Spot each line in the records below where the word "Kirche" occurs, then copy it.

Records drawn from a dataset
★ ★ ★
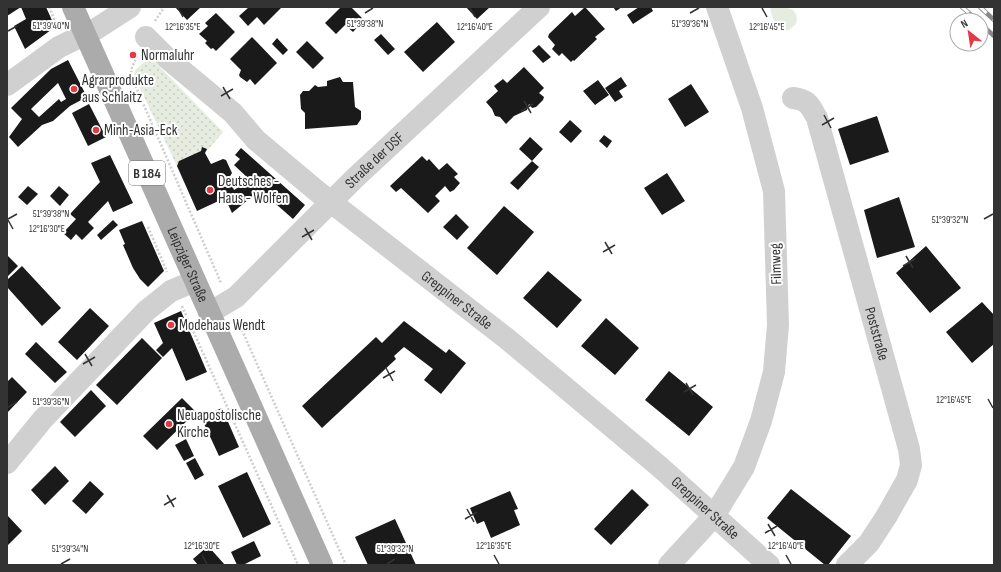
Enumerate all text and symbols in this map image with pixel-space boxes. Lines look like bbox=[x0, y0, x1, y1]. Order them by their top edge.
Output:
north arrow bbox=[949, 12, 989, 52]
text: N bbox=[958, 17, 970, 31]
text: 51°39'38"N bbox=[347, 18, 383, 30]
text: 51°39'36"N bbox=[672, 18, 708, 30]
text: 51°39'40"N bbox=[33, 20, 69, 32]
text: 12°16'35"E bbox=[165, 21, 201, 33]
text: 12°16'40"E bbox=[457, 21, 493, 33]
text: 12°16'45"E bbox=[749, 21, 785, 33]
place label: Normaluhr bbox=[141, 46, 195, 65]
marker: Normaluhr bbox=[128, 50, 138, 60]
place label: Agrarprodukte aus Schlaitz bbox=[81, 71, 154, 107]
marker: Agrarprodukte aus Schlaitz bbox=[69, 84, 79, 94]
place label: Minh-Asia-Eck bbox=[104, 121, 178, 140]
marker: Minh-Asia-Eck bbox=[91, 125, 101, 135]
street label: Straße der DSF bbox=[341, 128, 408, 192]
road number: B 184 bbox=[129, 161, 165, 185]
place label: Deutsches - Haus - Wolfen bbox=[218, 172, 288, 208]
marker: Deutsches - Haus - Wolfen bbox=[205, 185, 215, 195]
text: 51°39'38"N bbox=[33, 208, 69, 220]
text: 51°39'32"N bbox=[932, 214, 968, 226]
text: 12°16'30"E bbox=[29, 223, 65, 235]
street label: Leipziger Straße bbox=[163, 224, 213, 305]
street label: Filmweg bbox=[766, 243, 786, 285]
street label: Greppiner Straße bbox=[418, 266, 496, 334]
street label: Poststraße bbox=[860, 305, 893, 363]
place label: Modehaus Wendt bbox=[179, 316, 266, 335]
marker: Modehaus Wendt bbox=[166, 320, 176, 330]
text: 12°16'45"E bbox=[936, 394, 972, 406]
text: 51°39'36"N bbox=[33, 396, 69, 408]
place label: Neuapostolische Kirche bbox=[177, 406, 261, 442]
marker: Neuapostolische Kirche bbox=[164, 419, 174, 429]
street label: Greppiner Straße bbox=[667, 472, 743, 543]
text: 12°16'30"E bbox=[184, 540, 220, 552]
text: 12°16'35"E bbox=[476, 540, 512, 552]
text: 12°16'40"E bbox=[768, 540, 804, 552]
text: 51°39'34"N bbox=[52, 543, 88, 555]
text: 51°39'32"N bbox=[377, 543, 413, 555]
★ ★ ★
**Task response:**
place label: Neuapostolische Kirche bbox=[177, 406, 261, 442]
marker: Neuapostolische Kirche bbox=[164, 419, 174, 429]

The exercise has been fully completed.